Setting a checkpoint

... --checkpoint "api_next_page:result.nextPage"

Using a checkpoint

$CHECKPOINTS.{CHECKPOINT NAME}$

You can access any checkpoint value using the above token format. This is used with setting checkpoints using the --checkpoint flag.

api get https://www.{AUTHENTICATED-API}.com?nextPage=$CHECKPOINTS.api_next_page$

Use cases

Scheduled Queries

Checkpoints are useful for avoiding duplicate work in scheduled queries. A scheduled query can store a value from a stage's results as a checkpoint, that will then be used in the next scheduled run of the query. Examples of checkpoint values could include last visited page, timestamp, hashes, etc.

Example:

api get https://www.{AUTHENTICATED-API}.com?nextPage=$CHECKPOINTS.api_next_page$ --checkpoint "api_next_page:result.nextPage"

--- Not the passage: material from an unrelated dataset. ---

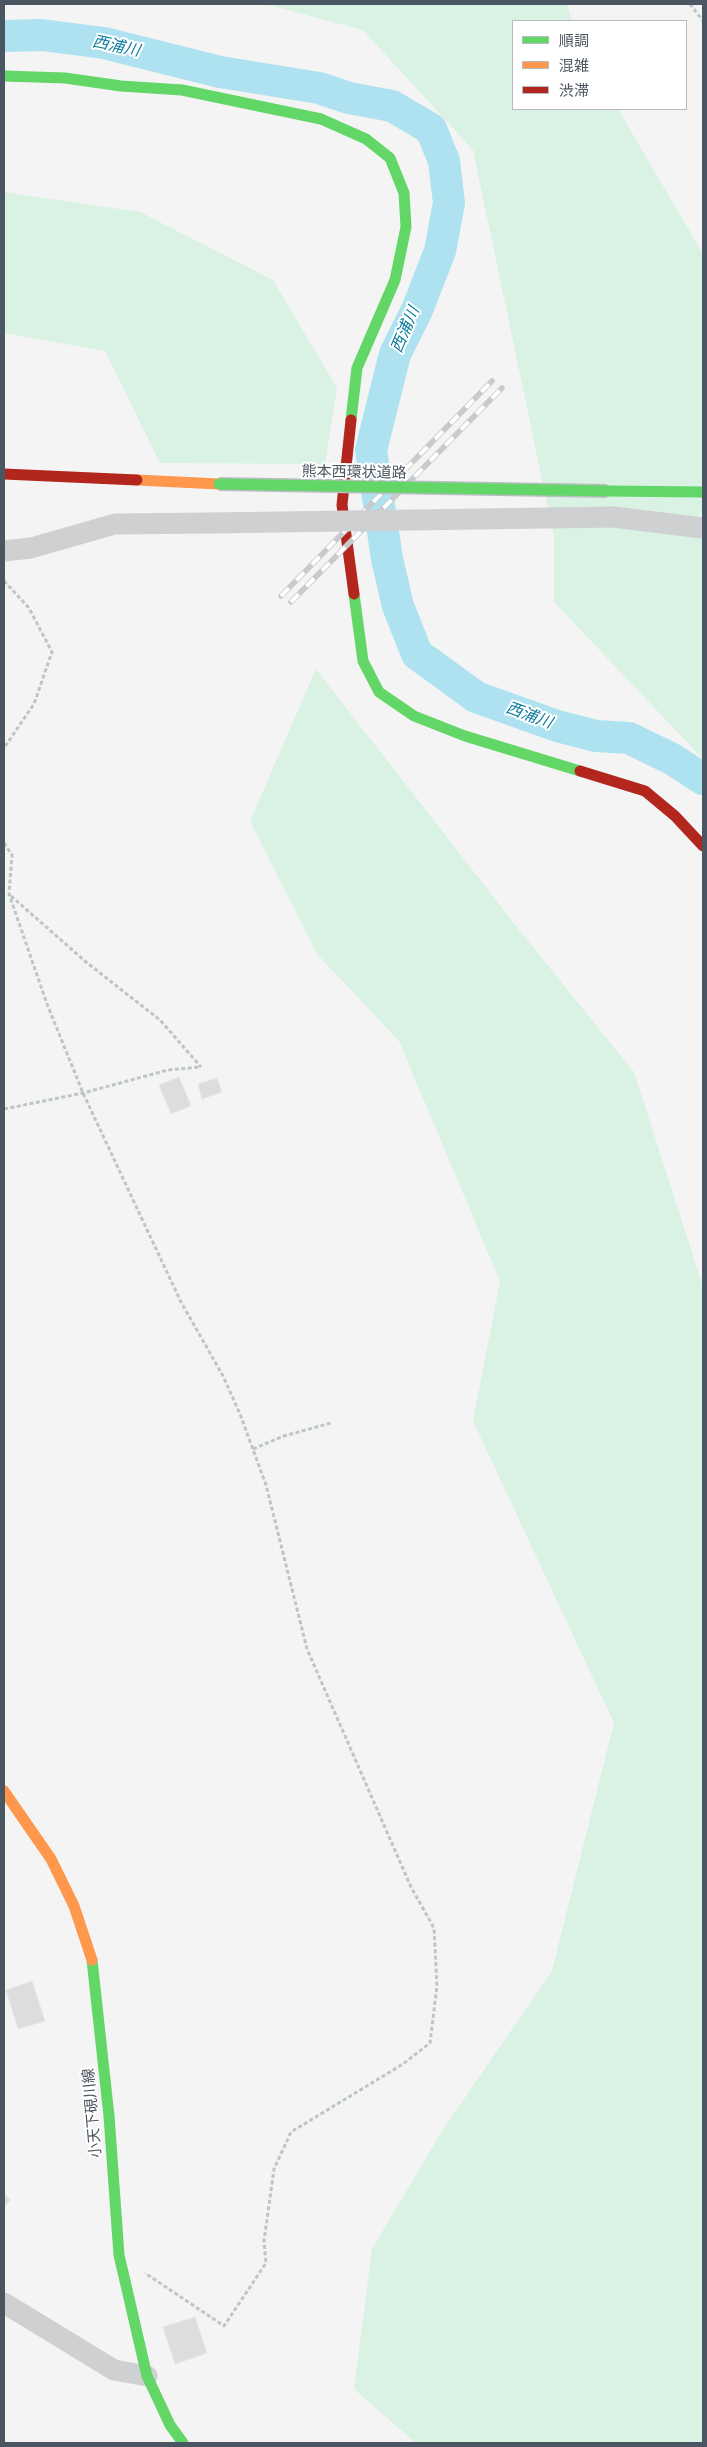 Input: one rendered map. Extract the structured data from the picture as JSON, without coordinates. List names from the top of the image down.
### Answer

The first time the query runs, the nextPage value will be empty, however the checkpoint flag will set a checkpoint named api_next_page to the value of the result.nextPage column in the first row of results. Next time the query runs, the checkpoint will be retrieved using $CHECKPOINTS.api_next_page$ and nextPage will use the checkpoint value.

Between Stages

Although there are ways to maintain state across stages (see --enrich, --labelStage, --appendStage, etc.), checkpoints provide a simple way to set a value from a stage's results, and access that value in a later stage.

Example:

api get https://www.{AUTHENTICATED-API}.com?nextPage=$CHECKPOINTS.api_next_page$ --checkpoint "api_next_page:result.nextPage"
|| ...
|| ...
|| addcolumn api_next_page $CHECKPOINTS.api_next_page$